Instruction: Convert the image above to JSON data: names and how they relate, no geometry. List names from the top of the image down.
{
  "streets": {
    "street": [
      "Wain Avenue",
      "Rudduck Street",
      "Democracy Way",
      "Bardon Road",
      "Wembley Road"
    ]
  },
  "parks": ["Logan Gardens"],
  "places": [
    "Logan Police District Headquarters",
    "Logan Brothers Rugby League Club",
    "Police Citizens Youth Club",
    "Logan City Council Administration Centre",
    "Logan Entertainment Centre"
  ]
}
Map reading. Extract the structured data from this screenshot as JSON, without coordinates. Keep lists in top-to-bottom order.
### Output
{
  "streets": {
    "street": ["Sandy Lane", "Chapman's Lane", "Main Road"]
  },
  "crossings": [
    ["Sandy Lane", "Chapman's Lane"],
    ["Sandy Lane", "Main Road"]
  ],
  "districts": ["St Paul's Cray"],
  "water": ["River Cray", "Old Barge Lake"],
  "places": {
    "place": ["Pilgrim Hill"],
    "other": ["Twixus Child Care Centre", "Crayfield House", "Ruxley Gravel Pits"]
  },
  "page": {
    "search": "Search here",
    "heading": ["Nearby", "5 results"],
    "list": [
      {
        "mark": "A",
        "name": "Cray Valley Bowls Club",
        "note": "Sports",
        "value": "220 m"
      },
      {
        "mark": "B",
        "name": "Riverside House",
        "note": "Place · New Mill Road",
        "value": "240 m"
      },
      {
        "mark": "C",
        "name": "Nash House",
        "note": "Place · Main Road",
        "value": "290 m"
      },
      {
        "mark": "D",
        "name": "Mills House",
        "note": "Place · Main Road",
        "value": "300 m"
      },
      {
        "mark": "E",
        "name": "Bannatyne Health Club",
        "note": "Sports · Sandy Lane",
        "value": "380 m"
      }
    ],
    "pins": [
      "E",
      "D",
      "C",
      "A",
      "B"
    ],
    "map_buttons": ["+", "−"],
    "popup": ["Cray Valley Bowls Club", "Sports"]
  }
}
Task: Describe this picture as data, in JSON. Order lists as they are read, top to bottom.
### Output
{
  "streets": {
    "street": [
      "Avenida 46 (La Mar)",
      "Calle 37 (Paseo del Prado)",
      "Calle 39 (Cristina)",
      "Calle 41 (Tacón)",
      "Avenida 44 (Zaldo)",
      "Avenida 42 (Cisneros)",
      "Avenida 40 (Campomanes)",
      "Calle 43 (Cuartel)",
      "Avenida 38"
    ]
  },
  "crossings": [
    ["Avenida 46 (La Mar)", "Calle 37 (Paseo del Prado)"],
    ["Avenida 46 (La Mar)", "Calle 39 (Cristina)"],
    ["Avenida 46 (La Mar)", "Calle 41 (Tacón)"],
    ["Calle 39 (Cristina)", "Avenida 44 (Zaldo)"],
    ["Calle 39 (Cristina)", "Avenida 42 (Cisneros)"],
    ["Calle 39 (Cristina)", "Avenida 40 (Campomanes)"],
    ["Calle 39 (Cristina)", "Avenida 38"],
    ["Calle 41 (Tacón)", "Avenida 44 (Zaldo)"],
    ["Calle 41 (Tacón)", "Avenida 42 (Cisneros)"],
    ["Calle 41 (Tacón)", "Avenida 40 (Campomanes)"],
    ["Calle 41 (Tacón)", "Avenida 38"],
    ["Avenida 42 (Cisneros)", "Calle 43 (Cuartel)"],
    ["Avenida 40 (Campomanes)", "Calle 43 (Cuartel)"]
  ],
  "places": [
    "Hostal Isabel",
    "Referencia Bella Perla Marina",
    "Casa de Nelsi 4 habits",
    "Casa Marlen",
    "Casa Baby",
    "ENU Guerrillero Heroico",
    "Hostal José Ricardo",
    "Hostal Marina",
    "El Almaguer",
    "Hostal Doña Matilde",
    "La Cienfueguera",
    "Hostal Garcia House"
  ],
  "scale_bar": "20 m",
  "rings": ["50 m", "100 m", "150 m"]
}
=======
■ PROBLEM REQUIREMENTS:
What is needed here is every record above, repeated exactly.

■ OUTPUT BELOW:
Instruction: Convert the image above to JSON data: names and how they relate, no geometry. List names from the top of the image down.
{
  "streets": {
    "street": [
      "Wain Avenue",
      "Rudduck Street",
      "Democracy Way",
      "Bardon Road",
      "Wembley Road"
    ]
  },
  "parks": ["Logan Gardens"],
  "places": [
    "Logan Police District Headquarters",
    "Logan Brothers Rugby League Club",
    "Police Citizens Youth Club",
    "Logan City Council Administration Centre",
    "Logan Entertainment Centre"
  ]
}
Map reading. Extract the structured data from this screenshot as JSON, without coordinates. Keep lists in top-to-bottom order.
### Output
{
  "streets": {
    "street": ["Sandy Lane", "Chapman's Lane", "Main Road"]
  },
  "crossings": [
    ["Sandy Lane", "Chapman's Lane"],
    ["Sandy Lane", "Main Road"]
  ],
  "districts": ["St Paul's Cray"],
  "water": ["River Cray", "Old Barge Lake"],
  "places": {
    "place": ["Pilgrim Hill"],
    "other": ["Twixus Child Care Centre", "Crayfield House", "Ruxley Gravel Pits"]
  },
  "page": {
    "search": "Search here",
    "heading": ["Nearby", "5 results"],
    "list": [
      {
        "mark": "A",
        "name": "Cray Valley Bowls Club",
        "note": "Sports",
        "value": "220 m"
      },
      {
        "mark": "B",
        "name": "Riverside House",
        "note": "Place · New Mill Road",
        "value": "240 m"
      },
      {
        "mark": "C",
        "name": "Nash House",
        "note": "Place · Main Road",
        "value": "290 m"
      },
      {
        "mark": "D",
        "name": "Mills House",
        "note": "Place · Main Road",
        "value": "300 m"
      },
      {
        "mark": "E",
        "name": "Bannatyne Health Club",
        "note": "Sports · Sandy Lane",
        "value": "380 m"
      }
    ],
    "pins": [
      "E",
      "D",
      "C",
      "A",
      "B"
    ],
    "map_buttons": ["+", "−"],
    "popup": ["Cray Valley Bowls Club", "Sports"]
  }
}
Task: Describe this picture as data, in JSON. Order lists as they are read, top to bottom.
### Output
{
  "streets": {
    "street": [
      "Avenida 46 (La Mar)",
      "Calle 37 (Paseo del Prado)",
      "Calle 39 (Cristina)",
      "Calle 41 (Tacón)",
      "Avenida 44 (Zaldo)",
      "Avenida 42 (Cisneros)",
      "Avenida 40 (Campomanes)",
      "Calle 43 (Cuartel)",
      "Avenida 38"
    ]
  },
  "crossings": [
    ["Avenida 46 (La Mar)", "Calle 37 (Paseo del Prado)"],
    ["Avenida 46 (La Mar)", "Calle 39 (Cristina)"],
    ["Avenida 46 (La Mar)", "Calle 41 (Tacón)"],
    ["Calle 39 (Cristina)", "Avenida 44 (Zaldo)"],
    ["Calle 39 (Cristina)", "Avenida 42 (Cisneros)"],
    ["Calle 39 (Cristina)", "Avenida 40 (Campomanes)"],
    ["Calle 39 (Cristina)", "Avenida 38"],
    ["Calle 41 (Tacón)", "Avenida 44 (Zaldo)"],
    ["Calle 41 (Tacón)", "Avenida 42 (Cisneros)"],
    ["Calle 41 (Tacón)", "Avenida 40 (Campomanes)"],
    ["Calle 41 (Tacón)", "Avenida 38"],
    ["Avenida 42 (Cisneros)", "Calle 43 (Cuartel)"],
    ["Avenida 40 (Campomanes)", "Calle 43 (Cuartel)"]
  ],
  "places": [
    "Hostal Isabel",
    "Referencia Bella Perla Marina",
    "Casa de Nelsi 4 habits",
    "Casa Marlen",
    "Casa Baby",
    "ENU Guerrillero Heroico",
    "Hostal José Ricardo",
    "Hostal Marina",
    "El Almaguer",
    "Hostal Doña Matilde",
    "La Cienfueguera",
    "Hostal Garcia House"
  ],
  "scale_bar": "20 m",
  "rings": ["50 m", "100 m", "150 m"]
}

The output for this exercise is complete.